Why You Should Get Vaccinated

measles-cases

It prevents outbreaks like this:

A spokesman for the California state health department has told Reuters that he believes “unvaccinated individuals have been the principal factor” in a mid-December measles outbreak at Disneyland that has infected more than 70 people in six western states and Mexico, including five Disney employees.

Sarah Kliff spells out how more individuals getting vaccinated could have protected the six infants who got sick:

The measles vaccine is not licensed for use on babies younger than 12 months. That means that, for the first year of life, babies depend on the fact that everybody else around them gets vaccinated. This essentially creates a firewall: if other people are vaccinated, they won’t catch the disease — and won’t spread it to young children who cannot get protection.

This is what scientists call “herd immunity,” and its a huge reason we get vaccines in the first place. The shots aren’t just about protecting ourselves from measles, mumps, the flu, or other diseases. They’re about making it really hard for those who are medically frail (like the elderly) and those who can’t get the vaccine (often babies and pregnant women) to catch a disease that could be devastating to them.

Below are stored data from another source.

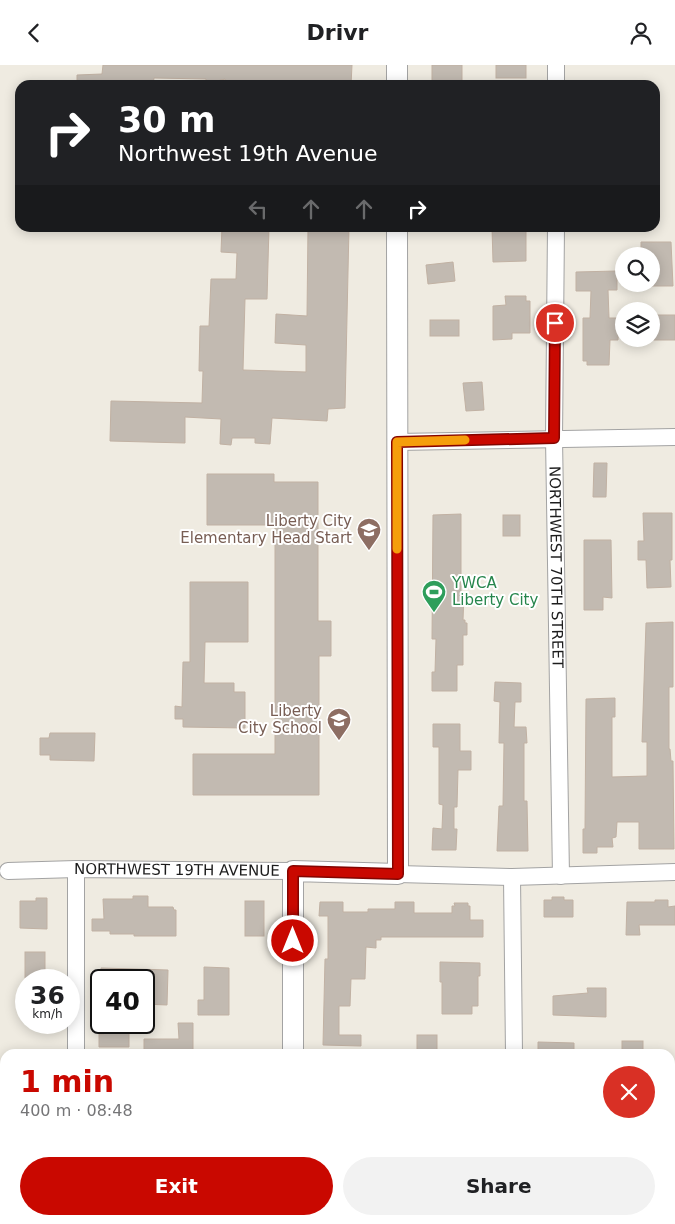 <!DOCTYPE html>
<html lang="en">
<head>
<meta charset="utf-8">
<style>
	:root { --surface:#fff; --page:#f2f2f2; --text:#202124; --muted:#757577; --accent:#c90800 }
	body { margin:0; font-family:"DejaVu Sans",sans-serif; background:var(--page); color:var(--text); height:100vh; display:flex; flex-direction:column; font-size:19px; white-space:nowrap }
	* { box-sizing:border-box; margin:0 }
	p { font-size:16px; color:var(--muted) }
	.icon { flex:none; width:28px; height:28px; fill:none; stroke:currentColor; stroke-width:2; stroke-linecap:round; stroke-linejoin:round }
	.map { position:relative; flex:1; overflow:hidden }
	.details { position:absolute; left:0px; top:984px; width:675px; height:176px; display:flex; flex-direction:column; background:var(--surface); border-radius:15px 15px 0 0; box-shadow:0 2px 12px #0003 }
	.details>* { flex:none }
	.banner { position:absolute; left:15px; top:15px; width:645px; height:152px; border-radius:15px; box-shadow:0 2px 12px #0003; background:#202124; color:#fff; overflow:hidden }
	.tools { position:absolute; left:615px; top:182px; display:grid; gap:10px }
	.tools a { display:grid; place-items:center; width:45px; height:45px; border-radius:50%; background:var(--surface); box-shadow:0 2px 12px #0003; font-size:25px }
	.speed { position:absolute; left:15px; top:904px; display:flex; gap:10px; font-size:25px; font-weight:700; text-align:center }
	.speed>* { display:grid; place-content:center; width:65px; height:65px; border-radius:50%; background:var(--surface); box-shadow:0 2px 12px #0003; line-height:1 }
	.speed small { font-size:12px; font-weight:400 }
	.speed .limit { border:2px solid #111; border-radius:8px; background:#fff; color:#111 }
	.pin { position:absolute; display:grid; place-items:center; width:42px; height:42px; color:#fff; margin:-21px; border:2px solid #fff; border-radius:50%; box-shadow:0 1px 5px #0007 }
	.me { position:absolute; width:55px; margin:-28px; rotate:0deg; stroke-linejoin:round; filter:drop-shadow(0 0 4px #0008) }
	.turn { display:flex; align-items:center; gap:18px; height:105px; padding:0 20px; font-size:22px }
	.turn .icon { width:65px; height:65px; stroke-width:2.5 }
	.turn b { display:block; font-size:35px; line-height:42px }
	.lanes { display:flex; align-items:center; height:48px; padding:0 20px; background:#0003; justify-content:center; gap:25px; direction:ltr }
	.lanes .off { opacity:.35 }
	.round { display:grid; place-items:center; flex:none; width:52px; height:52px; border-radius:26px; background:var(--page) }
	.headline { display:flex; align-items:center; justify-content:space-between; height:85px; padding:0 20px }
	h1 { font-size:30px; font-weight:700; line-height:38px; color:var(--accent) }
	.primary-button { display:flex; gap:10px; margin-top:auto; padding:10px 20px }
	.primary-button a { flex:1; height:58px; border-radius:30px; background:var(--accent); color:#fff; font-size:20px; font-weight:700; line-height:58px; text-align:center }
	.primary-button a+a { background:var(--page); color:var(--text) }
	header { display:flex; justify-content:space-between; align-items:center; height:65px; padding:0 20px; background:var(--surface); font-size:22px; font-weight:700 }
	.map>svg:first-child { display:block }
	.building { fill:#c2bab1; stroke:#c1b1a3 }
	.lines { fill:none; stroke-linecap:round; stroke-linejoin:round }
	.minor-casing { stroke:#a3a3a3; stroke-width:18 }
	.tertiary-casing { stroke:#a3a3a3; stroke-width:22 }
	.minor { stroke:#fff; stroke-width:16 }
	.tertiary { stroke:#fff; stroke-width:20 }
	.route-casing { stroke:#830500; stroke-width:12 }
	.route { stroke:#c90800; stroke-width:9 }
	.slow { stroke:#f59e0b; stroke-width:9 }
	.labels { text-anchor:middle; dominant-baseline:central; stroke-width:4; stroke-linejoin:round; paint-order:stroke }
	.education-label { font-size:15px; fill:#785e54; stroke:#fff; text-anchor:end }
	.street-label { font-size:15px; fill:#1c1c1c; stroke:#fff }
	.leisure-label { font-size:15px; fill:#27864d; stroke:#fff; text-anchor:start }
</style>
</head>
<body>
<header><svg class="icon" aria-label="back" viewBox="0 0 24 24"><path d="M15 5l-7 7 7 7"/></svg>Drivr<svg class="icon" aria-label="person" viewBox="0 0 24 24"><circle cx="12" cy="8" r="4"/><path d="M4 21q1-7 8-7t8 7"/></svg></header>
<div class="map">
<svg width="675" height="1159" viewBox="0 0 675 1159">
	<rect width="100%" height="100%" fill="#efebe1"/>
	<g class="building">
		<path d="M103,0H352L351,20H225V14L206,19V14L154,13L153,20H77V10L102,9Z"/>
		<rect x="432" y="0" width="30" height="20"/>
		<rect x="496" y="0" width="30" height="13"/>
		<path d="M222,162H269L267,234H245L243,305L306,307V280L275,278L276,249L307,251L308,162H349L345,343L328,344L327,356L272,353L270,379L255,378V373H232L231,380L220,379L221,354L185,352V378L110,376L111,336L202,338L203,306H199L200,261H209L211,214H236L237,188L221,187Z"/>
		<path d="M492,162H526V196L493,197Z"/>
		<path d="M641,177H671L673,221H651V191H641Z"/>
		<path d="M453,197L455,216L428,219L426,200Z"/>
		<path d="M617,206V225H608L609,253H619L618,275H610L609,300H587V296H583V253H590L591,226H576V207Z"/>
		<path d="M505,231H526V236H530V268H512V274L493,275V241L506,240Z"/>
		<rect x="651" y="250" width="24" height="25"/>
		<rect x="430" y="255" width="29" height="16"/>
		<path d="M482,317L484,345L466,346L463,318Z"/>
		<path d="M594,398H607L606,432H593Z"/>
		<path d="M207,409H274V417H318V556H331V591H319V730H193V689H275V460H207Z"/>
		<path d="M643,448H672V495H670L671,522L647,523L646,495H638V476H644Z"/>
		<path d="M461,449V528H464L463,555H465V558H467V570H463V600H457V626H432V607H435L436,574H432L433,450Z"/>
		<rect x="503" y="450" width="17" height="21"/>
		<path d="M584,475H611L612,533L603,532V545H584Z"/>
		<path d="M190,517H248V577H205L204,618H234V627H245V663L183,662V654H175V641L182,642L183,597H190Z"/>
		<path d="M673,557V622H669V684H670L671,696H673L674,784H639V757H617L616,772L612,773L613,782H597V788H583V764H585L586,634L615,633V652H612V712L647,711V677H642L646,558Z"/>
		<path d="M495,617L521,618V637H515L514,662H526L527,678H524V736H527L528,786H497L499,741H503L504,678H499L500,637L494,636Z"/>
		<path d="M433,659H460V686H471V705H458L457,742H454V764H457L456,785H432L433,763L442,764L443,740L439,739V682H433Z"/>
		<path d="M50,668H95L94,696L50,695V690H40V673H49Z"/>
		<path d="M133,831H148V842H173L174,845H176V871H134V869H110V866H92V854H104L103,834H133Z"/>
		<path d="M552,832H564V835H573V852H544V835H552Z"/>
		<path d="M36,833H47V864L20,863V836H36Z"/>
		<path d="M655,835H668V842L675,841V860H639L640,870H626L627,837H655Z"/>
		<rect x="245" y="836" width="19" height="35"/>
		<path d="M320,837H343V847H368V844H395V837H414V848H452V841H455L454,838H468V841H470V855H483V872H381V875H376V883L366,882L365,914H351L350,941H339V970H361V981L323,980L325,894H328V851H319Z"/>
		<rect x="25" y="887" width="20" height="28"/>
		<path d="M440,897L480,898V911H478V941H472V949H442V917H440Z"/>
		<path d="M204,902L229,903V950H198V935H204Z"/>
		<path d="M101,903L168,905L167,940L144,939V915H101Z"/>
		<path d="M587,923H606V952L553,950V931L588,928Z"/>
		<path d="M105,958H120L119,961H124V967H129V982H99V969H104Z"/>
		<path d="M178,958H193V986H174V989H144V974H179Z"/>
		<rect x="417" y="970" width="20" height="19"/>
		<rect x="622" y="976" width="21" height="13"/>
		<path d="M538,977L574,978V989H538Z"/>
	</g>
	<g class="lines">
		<defs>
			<g id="minor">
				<path d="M556,20V0"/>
				<path id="s1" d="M556,162L554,373L561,811"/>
				<path d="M397,377L675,372"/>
				<path d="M76,804V989"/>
				<path id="s2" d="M8,806L76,804L293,806"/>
				<path d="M398,809L512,812L675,807"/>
				<path d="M512,812L514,989"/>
				<path d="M670,1029H675"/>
				<path d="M78,1155V1159"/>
				<path d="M515,1155V1159"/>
			</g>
			<g id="tertiary">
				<path d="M397,20V0"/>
				<path d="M293,989V806L398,809L397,162"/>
				<path d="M293,1155V1159"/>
			</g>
		</defs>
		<use href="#minor" class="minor-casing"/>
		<use href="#tertiary" class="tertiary-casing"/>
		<use href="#minor" class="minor"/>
		<use href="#tertiary" class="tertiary"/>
	</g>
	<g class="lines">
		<defs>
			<path id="route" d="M293,876V806L398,809L397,377L554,373L555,258"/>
		</defs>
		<use href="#route" class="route-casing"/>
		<use href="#route" class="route"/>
		<path class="slow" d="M397,484V377L465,375"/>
	</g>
	<defs>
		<symbol id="school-pin" viewBox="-11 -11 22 30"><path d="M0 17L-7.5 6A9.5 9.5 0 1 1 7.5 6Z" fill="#8d6e63" stroke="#fff"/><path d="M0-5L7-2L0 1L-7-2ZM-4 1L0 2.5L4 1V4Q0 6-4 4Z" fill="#fff"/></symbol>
		<symbol id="stadium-pin" viewBox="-11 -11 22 30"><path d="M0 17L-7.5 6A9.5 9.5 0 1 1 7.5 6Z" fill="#2e9e5b" stroke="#fff"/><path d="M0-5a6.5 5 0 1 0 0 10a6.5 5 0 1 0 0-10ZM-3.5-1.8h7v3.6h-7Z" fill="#fff"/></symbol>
	</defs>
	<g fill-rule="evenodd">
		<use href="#school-pin" x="355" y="451" width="28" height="38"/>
		<use href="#stadium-pin" x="420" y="513" width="28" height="38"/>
		<use href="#school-pin" x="325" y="641" width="28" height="38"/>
	</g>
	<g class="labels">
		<g class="education-label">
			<text x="352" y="456">Liberty City<tspan x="352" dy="17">Elementary Head Start</tspan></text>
			<text x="322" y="646">Liberty<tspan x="322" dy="17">City School</tspan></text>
		</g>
		<g class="street-label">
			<text stroke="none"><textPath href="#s1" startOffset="340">NORTHWEST 70TH STREET</textPath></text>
			<text stroke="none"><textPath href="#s2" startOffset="169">NORTHWEST 19TH AVENUE</textPath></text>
		</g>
		<g class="leisure-label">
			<text x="452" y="518">YWCA<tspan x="452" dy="17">Liberty City</tspan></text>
		</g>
	</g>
</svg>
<div class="tools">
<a><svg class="icon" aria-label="search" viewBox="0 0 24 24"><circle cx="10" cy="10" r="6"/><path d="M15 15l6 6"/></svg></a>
<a><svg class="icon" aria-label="layers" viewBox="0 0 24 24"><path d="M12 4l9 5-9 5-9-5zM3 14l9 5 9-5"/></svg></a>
</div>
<div class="speed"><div>36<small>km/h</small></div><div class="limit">40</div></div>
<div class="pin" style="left:555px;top:258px;background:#d93025"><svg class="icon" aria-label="arrive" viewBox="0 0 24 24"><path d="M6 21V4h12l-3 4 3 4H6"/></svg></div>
<svg class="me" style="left:293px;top:876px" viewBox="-20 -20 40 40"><circle r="17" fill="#c90800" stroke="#fff" stroke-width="3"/><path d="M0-11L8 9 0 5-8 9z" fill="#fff"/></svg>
<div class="banner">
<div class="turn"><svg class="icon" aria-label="right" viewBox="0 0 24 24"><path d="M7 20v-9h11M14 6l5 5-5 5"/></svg><div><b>30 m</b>Northwest 19th Avenue</div></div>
<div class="lanes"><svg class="icon off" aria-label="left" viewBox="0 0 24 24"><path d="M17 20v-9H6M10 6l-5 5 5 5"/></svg><svg class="icon off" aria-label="ahead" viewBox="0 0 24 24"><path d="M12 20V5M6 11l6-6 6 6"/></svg><svg class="icon off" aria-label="ahead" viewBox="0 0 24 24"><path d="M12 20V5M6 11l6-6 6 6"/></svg><svg class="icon" aria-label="right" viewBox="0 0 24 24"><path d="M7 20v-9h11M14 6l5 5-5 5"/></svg></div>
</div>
<section class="details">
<div class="headline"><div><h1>1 min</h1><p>400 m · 08:48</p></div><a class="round" style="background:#d93025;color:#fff"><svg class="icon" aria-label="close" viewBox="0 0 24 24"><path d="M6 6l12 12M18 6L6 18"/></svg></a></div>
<div class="primary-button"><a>Exit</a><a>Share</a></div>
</section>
</div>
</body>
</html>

Another reason herd immunity is important is because vaccines don’t always work. Katie Palmer explains:

The measles vaccine is actually one of the most effective vaccines in the world. According to Greg Wallace, lead of the measles, mumps, rubella and polio team at the CDC, two doses are 97 percent effective against infection. (Compare that to 88 percent for two doses of the mumps vaccine from the MMR shot.) It’s a live version of the virus, just weakened—or attenuated—so it doesn’t cause severe symptoms. The vaccine replicates just like the full-on measles virus, inciting your immune system to produce antibodies against it. Those antibodies then protect against actual measles as well.

But in some people, that response just doesn’t happen. No one knows why. Either your body doesn’t produce enough antibodies, or the ones it does produce aren’t specific enough to latch on to the virus and kill it.

After reviewing recent court cases, Eugene Volokh finds legal support for requiring vaccinations:

Phillips v. City of New York (2d Cir. Jan. 7, 2015) reaffirms that the government may mandate vaccinations. It may mandate vaccinations for everyone, and it can certainly mandate them for everyone who goes to public school. Seems quite right to me; there may indeed be a presumptive constitutional right to be free from unwanted medical treatment, but such a right can be trumped by the very strong public interest in preventing people from becoming unwitting carriers of deadly illness. … Such statutes often do allow religious exemptions, but that’s not a matter of constitutional obligation. In Phillips, the one of the plaintiffs did try to claim the exemption, but the trial court found that her “objections to vaccinations were not based on religious beliefs,” and the plaintiff didn’t appeal that finding.

Genna Buck looks at where our vaccination rates need to be:

In California’s Santa Monica-Malibu school district, 11.5 per cent of parents refuse to vaccinate their kids. In nearby Orange County, the figure is 8.6 per cent. In Beverly Hills it’s five per cent—almost, but not quite, a safe level of vaccine coverage. In a large study that observed measles infections in the Netherlands over decades, scientists calculated that 95.7 per cent of a population needs to be immune to measles to prevent regular outbreaks. And since no vaccine is perfectly effective, even more than that number need to be vaccinated to protect the whole community.

Tara C. Smith notes that MMR vaccination is “at or close to 90 percent by age 3 and about 95 percent by kindergarten”:

However, national statistics obscure local trends. Those 5 percent who are unvaccinated aren’t randomly distributed throughout the country. Instead, they tend to cluster in location, with many unvaccinated children living in close proximity to others, creating anti-vaccine communities with high susceptibility to measles and other vaccine-preventable diseases.

Why this is so dangerous:

What many forget is that we had a massive outbreak of measles in the United States from 1989–1991. While our 644 cases in 2014 seems high compared with recent years, 25 years ago measles incidence spiked to 18,000 cases per year, with a total of more than 55,000 infections before the outbreak began to dwindle. It was the largest measles outbreak in this country since the 1970s. … Despite our advances and our modernity and our status as a developed country, we still saw 123 measles deaths during this epidemic—here, in the United States, where we get plenty of Vitamin A. There were also 11,000 hospitalizations—fully one-fifth of people infected with measles became sick enough to be hospitalized.